## GOAL OF THE EXERCISE:
Among the lines of the records, find all that carry the word "scale" and copy them.

+++ MATERIAL FOR THIS TASK

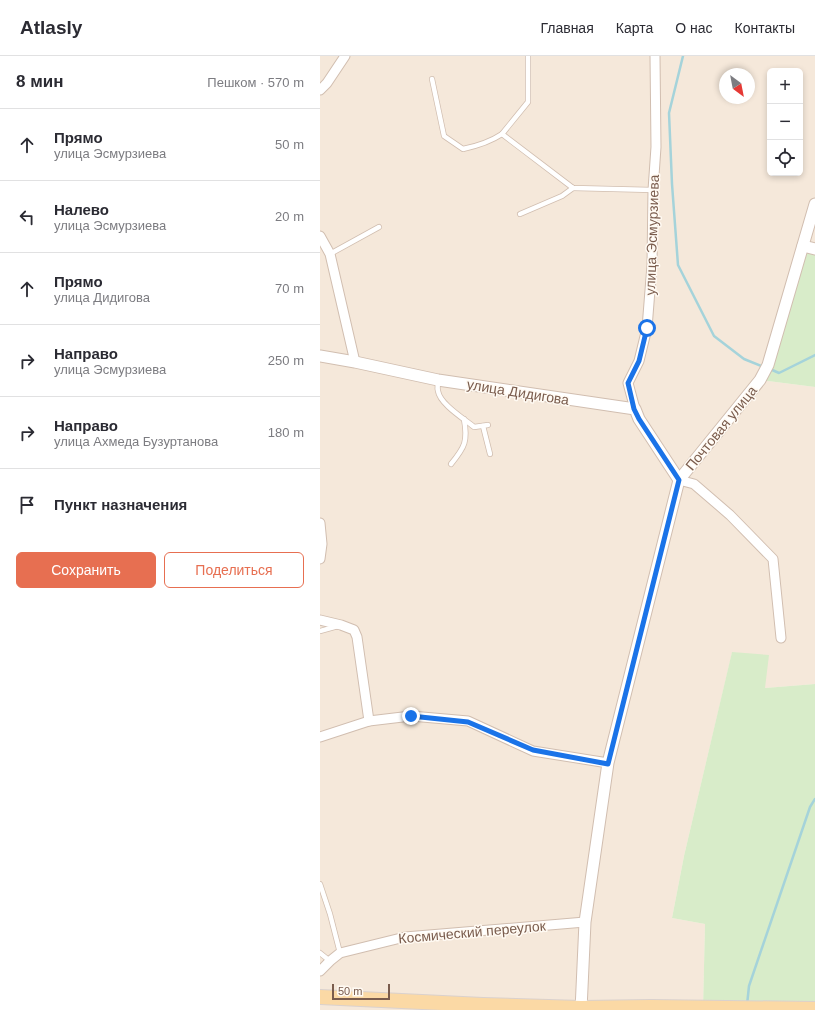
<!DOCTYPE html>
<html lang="ru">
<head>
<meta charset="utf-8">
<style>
	:root { --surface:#fff; --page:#f2f2f3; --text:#2b2b33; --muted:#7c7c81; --line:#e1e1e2; --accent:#e76f51 }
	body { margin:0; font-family:Helvetica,sans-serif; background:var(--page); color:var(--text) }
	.controls { position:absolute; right:12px; top:12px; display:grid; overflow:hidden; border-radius:6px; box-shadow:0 2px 6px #0003 }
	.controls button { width:36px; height:36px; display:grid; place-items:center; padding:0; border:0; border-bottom:1px solid var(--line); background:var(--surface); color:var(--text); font:20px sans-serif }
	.compass { position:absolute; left:399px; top:12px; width:36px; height:36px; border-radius:50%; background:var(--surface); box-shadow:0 2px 6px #0003; rotate:148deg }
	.scale { position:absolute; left:12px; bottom:10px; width:58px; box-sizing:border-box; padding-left:4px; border:2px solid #7a5c4d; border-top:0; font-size:11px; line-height:14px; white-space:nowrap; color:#7a5c4d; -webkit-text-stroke:3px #fffaf3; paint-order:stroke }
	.stop { position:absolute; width:12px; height:12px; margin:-9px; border:3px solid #1a73e8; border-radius:50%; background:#fff }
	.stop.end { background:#1a73e8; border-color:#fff; box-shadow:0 1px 4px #0008 }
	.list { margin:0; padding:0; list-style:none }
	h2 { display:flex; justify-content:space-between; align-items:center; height:52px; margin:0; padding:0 16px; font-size:17px }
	h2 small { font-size:13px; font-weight:400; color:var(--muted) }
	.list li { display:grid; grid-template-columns:26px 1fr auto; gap:12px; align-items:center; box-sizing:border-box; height:72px; padding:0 16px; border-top:1px solid var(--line) }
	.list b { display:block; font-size:15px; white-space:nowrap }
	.list p { margin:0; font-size:13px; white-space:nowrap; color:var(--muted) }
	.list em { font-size:13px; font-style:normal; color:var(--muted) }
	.actions { display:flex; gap:8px; padding:12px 16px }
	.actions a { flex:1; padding:9px 0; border:1px solid var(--accent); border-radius:6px; text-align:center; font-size:14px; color:var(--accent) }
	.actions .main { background:var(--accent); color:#fff }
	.icon { flex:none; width:22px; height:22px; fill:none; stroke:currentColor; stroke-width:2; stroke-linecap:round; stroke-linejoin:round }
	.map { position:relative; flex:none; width:495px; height:954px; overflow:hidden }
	header { display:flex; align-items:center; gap:24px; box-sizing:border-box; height:56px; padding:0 20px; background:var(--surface); border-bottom:1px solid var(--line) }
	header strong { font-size:19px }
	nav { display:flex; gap:22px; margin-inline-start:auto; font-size:14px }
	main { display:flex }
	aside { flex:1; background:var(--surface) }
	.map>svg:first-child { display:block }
	.residential { fill:#f5e8da; fill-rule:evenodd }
	.green { fill:#d8ecc9 }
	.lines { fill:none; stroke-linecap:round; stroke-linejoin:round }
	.stream { stroke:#a5d3da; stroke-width:2.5 }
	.service-casing { stroke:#d1beb0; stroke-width:6 }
	.minor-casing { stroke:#d1beb0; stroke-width:11 }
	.tertiary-casing { stroke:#d1beb0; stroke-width:13 }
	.primary-casing { stroke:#dad1cd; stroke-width:16 }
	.service { stroke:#fff; stroke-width:4.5 }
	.minor { stroke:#fff; stroke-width:9 }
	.tertiary { stroke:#fff; stroke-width:11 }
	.primary { stroke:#fbd9a5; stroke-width:14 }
	.route { stroke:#1a73e8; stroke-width:5 }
	.labels { text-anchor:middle; stroke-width:3; stroke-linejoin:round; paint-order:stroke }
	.street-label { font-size:14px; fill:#7a5c4d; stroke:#fffaf3 }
</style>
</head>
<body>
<header>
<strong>Atlasly</strong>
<nav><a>Главная</a><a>Карта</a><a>О нас</a><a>Контакты</a></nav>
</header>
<main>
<aside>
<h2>8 мин<small>Пешком · 570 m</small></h2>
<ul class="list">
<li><svg class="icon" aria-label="ahead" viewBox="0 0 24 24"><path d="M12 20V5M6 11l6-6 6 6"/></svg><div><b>Прямо</b><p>улица Эсмурзиева</p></div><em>50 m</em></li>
<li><svg class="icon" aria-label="left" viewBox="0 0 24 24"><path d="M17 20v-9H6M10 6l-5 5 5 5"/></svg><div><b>Налево</b><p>улица Эсмурзиева</p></div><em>20 m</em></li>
<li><svg class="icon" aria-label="ahead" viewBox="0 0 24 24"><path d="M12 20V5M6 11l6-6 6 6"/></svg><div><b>Прямо</b><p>улица Дидигова</p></div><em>70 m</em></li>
<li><svg class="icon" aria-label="right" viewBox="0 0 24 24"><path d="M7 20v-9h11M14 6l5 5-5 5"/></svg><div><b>Направо</b><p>улица Эсмурзиева</p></div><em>250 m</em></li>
<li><svg class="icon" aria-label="right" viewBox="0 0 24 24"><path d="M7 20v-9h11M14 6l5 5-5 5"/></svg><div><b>Направо</b><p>улица Ахмеда Бузуртанова</p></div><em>180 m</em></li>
<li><svg class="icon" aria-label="arrive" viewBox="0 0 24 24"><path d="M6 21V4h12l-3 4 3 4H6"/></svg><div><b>Пункт назначения</b></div></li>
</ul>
<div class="actions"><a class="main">Сохранить</a><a>Поделиться</a></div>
</aside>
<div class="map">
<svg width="495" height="954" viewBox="0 0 495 954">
	<rect width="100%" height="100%" fill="#fdf6ec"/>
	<!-- residential -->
	<path class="residential" d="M0,0H495V193L441,324L495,331V628L445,632L412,597L364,800L352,862L385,868L383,952L332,954H0ZM450,15H480V117H450ZM405,18H429V42H405Z"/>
	<!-- green -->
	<g class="green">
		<path d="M483,190L495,193V331L440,324Z"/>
		<path d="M412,596L449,599L445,632L495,628V953L383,952L385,868L352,862L364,800Z"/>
	</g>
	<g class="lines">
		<!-- stream -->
		<g class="stream">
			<path d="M363,0L349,57L352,128L358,209L394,280L424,303L444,311"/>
			<path d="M450,313L459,317L495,299"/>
			<path d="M427,949L429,930L490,751L495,743"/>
		</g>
		<defs>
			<g id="service">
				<path d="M112,23L124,80L143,93C157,90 170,86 182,78L253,132L333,134"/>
				<path d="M182,78L208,46V0"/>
				<path d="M200,158L242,140L253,132"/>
				<path d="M10,198L59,171"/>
				<path d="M118,325C118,328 117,332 118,335C120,348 143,362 154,371L168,369"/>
				<path d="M163,370L170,398"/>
				<path d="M131,408C145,391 148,385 144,363"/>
				<path d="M0,575L18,570"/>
				<path d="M0,828L10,858L20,897"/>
				<path d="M0,897L10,905"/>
			</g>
			<g id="minor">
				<path d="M0,34L7,27L25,0"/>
				<path d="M0,180L10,198L35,306"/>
				<path d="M315,353L308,327L319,305L327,272L332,209L333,134L336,91L335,0"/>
				<path d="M359,424L374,428L410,459L453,503L461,582"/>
				<path d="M0,467L2,488L0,503"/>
				<path d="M0,564L21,569L34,574L37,581L49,665"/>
				<path d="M0,681L49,665L91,660L148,665L213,695L288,707"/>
				<path d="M0,915L10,905L20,897L85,881L265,866"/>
			</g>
			<g id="tertiary">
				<path d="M483,190L495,193"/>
				<path d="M0,300L35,306L118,324L315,353L319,363L359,424"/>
				<path d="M261,954L265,866L288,707L359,424L440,324L448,309L495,148"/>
			</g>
			<path id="primary" d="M0,941L163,949L261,952L331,951L495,953"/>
		</defs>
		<!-- service casing -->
		<use href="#service" class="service-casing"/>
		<!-- minor casing -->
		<use href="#minor" class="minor-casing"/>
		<!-- tertiary casing -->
		<use href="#tertiary" class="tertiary-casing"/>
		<!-- primary casing -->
		<use href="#primary" class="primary-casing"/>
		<!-- service -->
		<use href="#service" class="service"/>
		<!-- minor -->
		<use href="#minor" class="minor"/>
		<!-- tertiary -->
		<use href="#tertiary" class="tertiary"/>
		<!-- primary -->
		<use href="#primary" class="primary"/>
	</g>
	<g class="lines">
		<!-- route -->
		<path class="route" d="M91,660L148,666L213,694L288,708L359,424L319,363L314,353L308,327L319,305L327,272"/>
	</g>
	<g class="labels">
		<!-- street labels -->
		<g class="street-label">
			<text transform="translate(332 179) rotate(-88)" y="5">улица Эсмурзиева</text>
			<text transform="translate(198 336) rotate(9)" y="5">улица Дидигова</text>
			<text transform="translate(401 372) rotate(-51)" y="5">Почтовая улица</text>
			<text transform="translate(152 876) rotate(-5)" y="5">Космический переулок</text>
		</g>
	</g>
</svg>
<div class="controls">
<button>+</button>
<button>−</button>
<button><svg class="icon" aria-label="locate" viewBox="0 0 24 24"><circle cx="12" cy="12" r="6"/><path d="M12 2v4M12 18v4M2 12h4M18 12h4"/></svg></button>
</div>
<svg class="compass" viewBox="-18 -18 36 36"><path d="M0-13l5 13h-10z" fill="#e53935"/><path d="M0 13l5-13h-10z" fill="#7c7c81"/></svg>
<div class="scale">50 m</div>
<div class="stop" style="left:327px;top:272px"></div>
<div class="stop end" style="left:91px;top:660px"></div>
</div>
</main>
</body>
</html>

++++++

## SOLVED EXERCISE:
	.scale { position:absolute; left:12px; bottom:10px; width:58px; box-sizing:border-box; padding-left:4px; border:2px solid #7a5c4d; border-top:0; font-size:11px; line-height:14px; white-space:nowrap; color:#7a5c4d; -webkit-text-stroke:3px #fffaf3; paint-order:stroke }
<div class="scale">50 m</div>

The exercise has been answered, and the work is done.